Furrey, surprisingly, did not require any postgame care after having seven passes thrown his way on offense and serving as Cleveland’s nickelback on the other side of the ball. The six-year veteran spent the entire 2005 season as a defensive back for the St. Louis Rams, but hadn’t previously played both ways in the same game.
“The first drive today, it was a little crazy because I hadn’t played safety for four years, but it was a lot of fun to be out there,” Furrey said. “It’s like playing another ballgame on the same day. Honestly, you wish you could do it again.”

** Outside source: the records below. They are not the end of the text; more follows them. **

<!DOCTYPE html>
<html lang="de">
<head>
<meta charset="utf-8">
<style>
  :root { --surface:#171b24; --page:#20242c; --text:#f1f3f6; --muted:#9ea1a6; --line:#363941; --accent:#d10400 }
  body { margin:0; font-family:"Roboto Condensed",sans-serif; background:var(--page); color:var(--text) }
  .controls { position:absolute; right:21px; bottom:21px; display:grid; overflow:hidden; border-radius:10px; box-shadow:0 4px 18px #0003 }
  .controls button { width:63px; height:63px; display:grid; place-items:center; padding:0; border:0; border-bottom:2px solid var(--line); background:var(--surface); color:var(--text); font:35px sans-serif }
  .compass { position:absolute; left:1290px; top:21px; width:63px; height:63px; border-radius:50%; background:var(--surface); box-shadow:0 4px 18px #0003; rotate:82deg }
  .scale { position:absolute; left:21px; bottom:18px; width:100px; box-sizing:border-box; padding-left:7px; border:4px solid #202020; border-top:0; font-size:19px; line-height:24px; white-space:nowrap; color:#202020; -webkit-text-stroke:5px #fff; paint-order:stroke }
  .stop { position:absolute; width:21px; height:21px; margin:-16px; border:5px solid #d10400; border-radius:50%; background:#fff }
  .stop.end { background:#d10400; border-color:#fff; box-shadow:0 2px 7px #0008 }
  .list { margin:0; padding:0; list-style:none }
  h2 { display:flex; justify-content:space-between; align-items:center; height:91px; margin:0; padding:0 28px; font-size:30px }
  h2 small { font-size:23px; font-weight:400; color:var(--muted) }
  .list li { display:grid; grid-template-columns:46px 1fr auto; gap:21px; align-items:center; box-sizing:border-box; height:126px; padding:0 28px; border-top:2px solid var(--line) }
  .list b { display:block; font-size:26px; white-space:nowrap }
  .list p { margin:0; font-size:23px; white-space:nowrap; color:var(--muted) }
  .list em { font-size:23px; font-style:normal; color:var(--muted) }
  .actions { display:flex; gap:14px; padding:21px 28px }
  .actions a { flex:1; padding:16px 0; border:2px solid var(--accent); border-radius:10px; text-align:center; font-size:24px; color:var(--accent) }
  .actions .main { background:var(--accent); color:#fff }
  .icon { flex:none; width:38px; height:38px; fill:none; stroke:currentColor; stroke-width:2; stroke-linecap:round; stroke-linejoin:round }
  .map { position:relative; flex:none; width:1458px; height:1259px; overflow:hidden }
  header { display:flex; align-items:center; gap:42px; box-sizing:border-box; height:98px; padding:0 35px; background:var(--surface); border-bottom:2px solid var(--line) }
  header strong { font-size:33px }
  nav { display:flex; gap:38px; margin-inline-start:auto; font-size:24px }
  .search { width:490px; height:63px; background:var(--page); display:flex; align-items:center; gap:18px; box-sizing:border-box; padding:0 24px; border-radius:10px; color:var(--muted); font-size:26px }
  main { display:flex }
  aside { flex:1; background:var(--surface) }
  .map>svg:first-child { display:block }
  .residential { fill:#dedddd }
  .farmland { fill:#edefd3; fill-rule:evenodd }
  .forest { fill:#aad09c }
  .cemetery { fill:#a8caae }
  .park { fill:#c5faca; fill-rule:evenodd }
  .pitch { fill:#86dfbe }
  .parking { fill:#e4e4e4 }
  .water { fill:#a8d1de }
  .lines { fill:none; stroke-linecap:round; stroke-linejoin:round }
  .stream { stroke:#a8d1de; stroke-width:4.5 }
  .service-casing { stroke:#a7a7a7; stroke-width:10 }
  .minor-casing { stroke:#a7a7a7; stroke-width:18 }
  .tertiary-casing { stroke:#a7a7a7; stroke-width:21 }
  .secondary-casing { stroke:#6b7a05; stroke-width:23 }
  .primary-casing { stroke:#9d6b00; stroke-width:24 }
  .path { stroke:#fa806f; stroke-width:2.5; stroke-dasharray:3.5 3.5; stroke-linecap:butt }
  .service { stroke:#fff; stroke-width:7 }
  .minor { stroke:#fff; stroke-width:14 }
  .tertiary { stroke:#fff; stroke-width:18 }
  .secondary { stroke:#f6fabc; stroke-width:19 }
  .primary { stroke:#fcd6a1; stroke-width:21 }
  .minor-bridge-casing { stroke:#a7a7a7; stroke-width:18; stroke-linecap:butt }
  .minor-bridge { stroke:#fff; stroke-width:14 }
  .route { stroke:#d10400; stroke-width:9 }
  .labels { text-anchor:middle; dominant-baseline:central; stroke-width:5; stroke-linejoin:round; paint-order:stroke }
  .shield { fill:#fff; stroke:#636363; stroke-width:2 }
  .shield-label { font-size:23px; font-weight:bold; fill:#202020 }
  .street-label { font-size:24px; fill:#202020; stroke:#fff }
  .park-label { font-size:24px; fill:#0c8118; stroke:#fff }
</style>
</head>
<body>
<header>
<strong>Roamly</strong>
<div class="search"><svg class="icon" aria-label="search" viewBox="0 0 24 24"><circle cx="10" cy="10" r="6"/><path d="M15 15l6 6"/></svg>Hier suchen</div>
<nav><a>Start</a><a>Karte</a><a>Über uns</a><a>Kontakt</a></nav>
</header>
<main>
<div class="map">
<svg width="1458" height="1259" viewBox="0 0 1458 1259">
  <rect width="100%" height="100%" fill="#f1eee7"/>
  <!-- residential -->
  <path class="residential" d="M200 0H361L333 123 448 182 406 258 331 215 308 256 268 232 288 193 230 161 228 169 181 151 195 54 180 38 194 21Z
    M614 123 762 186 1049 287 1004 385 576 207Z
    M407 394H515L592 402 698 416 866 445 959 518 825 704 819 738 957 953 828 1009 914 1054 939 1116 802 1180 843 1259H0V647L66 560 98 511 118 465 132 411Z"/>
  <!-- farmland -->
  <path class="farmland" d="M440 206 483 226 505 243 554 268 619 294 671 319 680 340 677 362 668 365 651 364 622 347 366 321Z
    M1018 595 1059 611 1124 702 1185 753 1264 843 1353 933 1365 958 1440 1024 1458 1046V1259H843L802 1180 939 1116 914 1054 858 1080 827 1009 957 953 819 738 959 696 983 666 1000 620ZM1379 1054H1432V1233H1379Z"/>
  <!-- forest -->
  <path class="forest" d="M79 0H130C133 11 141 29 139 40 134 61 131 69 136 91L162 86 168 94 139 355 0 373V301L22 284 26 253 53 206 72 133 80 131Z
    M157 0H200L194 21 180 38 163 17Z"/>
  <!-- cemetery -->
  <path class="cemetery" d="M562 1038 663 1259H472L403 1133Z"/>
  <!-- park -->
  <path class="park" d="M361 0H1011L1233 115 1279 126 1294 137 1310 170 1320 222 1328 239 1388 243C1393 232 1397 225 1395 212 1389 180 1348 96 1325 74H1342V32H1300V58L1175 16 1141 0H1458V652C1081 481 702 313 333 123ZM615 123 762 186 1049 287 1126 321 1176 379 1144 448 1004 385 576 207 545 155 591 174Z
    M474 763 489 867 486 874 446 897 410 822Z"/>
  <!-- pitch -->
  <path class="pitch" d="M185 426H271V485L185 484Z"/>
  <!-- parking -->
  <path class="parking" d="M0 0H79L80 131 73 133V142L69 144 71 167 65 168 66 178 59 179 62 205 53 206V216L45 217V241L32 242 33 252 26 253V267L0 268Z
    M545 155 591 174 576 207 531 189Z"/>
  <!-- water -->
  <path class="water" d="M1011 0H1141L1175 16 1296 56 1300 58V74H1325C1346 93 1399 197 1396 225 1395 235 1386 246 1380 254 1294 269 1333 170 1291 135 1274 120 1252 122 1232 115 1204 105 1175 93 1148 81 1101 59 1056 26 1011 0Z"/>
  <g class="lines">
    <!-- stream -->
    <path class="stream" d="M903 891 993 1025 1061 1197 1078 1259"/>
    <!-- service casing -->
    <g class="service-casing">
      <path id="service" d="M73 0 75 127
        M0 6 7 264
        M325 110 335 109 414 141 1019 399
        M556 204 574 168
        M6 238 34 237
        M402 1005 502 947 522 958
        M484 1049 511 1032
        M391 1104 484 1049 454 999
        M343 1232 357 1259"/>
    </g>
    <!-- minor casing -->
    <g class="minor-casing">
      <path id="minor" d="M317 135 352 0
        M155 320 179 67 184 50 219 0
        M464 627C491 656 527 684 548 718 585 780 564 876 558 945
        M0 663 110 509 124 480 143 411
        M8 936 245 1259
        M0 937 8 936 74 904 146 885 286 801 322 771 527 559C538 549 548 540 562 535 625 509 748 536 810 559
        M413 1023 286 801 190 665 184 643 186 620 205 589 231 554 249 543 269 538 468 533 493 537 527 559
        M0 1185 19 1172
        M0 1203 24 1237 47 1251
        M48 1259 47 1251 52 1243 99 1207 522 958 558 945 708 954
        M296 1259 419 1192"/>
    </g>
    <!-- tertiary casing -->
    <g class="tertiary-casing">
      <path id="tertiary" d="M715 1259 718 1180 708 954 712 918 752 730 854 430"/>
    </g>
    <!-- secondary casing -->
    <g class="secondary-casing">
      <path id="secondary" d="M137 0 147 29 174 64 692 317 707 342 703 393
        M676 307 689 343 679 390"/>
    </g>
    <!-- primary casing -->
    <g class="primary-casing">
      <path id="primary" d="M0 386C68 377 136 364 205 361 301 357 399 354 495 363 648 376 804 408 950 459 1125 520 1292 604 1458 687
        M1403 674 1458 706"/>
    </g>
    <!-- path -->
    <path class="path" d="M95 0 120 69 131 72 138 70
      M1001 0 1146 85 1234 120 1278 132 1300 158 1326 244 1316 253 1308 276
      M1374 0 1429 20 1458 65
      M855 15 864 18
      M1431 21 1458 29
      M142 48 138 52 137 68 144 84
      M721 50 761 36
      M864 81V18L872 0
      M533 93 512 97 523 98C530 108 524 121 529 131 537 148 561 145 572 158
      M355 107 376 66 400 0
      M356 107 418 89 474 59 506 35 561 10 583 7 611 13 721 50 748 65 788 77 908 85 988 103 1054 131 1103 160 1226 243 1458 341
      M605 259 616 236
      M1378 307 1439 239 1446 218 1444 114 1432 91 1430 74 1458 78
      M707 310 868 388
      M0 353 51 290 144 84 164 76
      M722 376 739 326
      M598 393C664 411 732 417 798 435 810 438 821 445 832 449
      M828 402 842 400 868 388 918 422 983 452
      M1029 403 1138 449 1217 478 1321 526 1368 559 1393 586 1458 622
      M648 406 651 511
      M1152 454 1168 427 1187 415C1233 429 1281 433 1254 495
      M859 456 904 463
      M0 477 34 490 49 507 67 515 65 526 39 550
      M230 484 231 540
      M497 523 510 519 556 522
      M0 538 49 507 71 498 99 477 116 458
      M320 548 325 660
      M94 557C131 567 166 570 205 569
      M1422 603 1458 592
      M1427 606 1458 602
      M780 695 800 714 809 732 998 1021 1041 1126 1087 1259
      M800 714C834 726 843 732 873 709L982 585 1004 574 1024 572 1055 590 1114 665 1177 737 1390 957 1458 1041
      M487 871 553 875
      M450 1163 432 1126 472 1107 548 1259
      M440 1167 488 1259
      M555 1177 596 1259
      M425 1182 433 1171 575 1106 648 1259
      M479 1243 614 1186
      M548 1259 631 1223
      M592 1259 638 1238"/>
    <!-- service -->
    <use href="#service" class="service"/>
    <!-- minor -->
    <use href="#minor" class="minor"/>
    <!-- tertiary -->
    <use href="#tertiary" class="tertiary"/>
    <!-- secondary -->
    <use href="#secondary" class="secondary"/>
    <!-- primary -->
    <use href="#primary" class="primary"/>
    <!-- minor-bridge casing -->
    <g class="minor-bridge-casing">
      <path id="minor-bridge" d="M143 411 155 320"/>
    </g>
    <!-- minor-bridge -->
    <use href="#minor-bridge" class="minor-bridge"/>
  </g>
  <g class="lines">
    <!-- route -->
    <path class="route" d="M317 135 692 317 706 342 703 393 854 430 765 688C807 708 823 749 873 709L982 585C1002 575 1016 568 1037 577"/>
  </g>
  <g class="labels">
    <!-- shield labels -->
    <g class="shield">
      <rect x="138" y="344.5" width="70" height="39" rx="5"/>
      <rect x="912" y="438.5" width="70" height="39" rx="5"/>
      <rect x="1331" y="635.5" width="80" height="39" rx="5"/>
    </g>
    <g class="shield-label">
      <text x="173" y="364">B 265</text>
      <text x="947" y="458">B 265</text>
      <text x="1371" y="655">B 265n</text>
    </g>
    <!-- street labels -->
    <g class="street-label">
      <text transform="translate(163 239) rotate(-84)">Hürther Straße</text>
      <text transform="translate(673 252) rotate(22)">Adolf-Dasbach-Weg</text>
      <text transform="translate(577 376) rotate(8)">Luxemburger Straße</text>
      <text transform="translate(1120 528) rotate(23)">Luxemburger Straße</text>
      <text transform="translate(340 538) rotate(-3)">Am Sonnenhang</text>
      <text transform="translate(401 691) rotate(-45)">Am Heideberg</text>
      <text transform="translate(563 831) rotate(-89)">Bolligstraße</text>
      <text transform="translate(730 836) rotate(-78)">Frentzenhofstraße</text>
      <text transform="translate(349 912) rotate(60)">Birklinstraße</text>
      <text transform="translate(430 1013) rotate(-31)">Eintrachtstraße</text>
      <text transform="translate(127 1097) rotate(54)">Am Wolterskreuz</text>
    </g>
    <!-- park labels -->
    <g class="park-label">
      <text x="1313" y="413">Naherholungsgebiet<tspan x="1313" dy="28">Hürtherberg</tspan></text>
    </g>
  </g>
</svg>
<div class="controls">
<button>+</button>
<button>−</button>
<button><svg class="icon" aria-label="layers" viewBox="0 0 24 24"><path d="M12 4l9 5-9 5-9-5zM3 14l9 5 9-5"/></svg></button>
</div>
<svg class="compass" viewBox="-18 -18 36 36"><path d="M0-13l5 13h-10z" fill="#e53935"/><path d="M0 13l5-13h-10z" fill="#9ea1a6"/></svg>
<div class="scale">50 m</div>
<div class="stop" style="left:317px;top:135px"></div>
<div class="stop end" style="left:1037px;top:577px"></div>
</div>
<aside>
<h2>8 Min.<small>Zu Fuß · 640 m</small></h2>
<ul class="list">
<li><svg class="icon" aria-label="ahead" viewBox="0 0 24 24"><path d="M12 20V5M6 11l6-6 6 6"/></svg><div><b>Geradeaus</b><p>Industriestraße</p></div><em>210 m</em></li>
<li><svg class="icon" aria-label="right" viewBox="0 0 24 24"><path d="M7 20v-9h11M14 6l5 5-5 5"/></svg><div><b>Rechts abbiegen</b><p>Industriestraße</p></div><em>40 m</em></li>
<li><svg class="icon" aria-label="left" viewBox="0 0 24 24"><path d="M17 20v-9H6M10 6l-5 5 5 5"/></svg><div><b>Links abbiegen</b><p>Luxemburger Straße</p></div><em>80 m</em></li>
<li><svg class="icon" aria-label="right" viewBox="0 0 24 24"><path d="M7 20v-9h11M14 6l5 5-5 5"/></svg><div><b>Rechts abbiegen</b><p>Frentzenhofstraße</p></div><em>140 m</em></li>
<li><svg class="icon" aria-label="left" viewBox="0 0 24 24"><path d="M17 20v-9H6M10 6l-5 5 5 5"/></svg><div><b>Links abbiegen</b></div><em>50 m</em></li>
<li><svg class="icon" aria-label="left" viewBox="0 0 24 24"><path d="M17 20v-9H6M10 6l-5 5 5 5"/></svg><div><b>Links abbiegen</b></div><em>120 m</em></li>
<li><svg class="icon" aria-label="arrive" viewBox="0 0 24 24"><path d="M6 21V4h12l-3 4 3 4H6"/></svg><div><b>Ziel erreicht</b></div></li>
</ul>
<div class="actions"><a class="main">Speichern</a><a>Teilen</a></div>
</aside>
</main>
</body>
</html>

Furrey was credited with four receptions for 37 yards and one pass breakup. Perhaps more telling, he was on the field for most of OT, which consisted of four Bengals possessions and three by the Browns.
“That shows the kind of versatility guys we have on this team,” Cribbs said. “Mike and me and everyone else are willing to give maximum effort to help us get a win. Hopefully, next time we’ll wind up on top.”
Harrison gets 100
Fourth-year running back Jerome Harrison posted the Browns’ first 100-yard rushing game since Dec. 30, 2007, by gaining a career-high 121 yards on 29 carries.
“I would take negative yards running, no touchdown, and a win any day over a good personal performance and not winning,” he said. “It’s tough to play this long and not have the ball fall your way. It’s tough.”
Harrison posted the club’s longest rush of the season with a 21-yarder, but also was stripped of the football in the first quarter by Leon Hall. Robert Geathers picked it off in midair and lumbered 75 yards for a TD.
“I couldn’t believe I did that, but I knew I was in this locker room with a great group of guys who would still support me,” he said. “I was glad I could support them later in the game.”
- Shaun Rogers blocked two kicks by Cincinnati’s Shayne Graham for his second multi-rejection game in the NFL — costing the Bengals four points. The mammoth nose tackle swatted down the potential game-winning extra point in the fourth quarter (his second on a PAT) after swatting down a 23-yard field goal try (his 13th on a FG).
- Brodney Pool recorded Cleveland’s first interception of the year, while Blake Costanzo recovered a fumble when Cincinnati’s Andre Caldwell was stripped by Kaluka Maiava on a kickoff return.
- Coach Eric Mangini challenged his first two plays of the year, but neither was overturned by the replay official, costing Cleveland one timeout in each half.
- The Browns suffered their first OT loss since Oct. 24, 2004, against Philadelphia. They are 16-14-1 all-time when playing an extra period.
- A sellout crowd of 69,844 took in the “Battle of Ohio” — the second-lowest attendance in Cleveland Browns Stadium history. The only smaller gathering came on Dec. 24, 2006 against Tampa Bay (69,603).
- Blues Traveler lead singer John Popper, a Cleveland native, performed the national anthem on his harmonica.
- The kickoff conditions were fitting for football at 58 degrees under cloudy skies.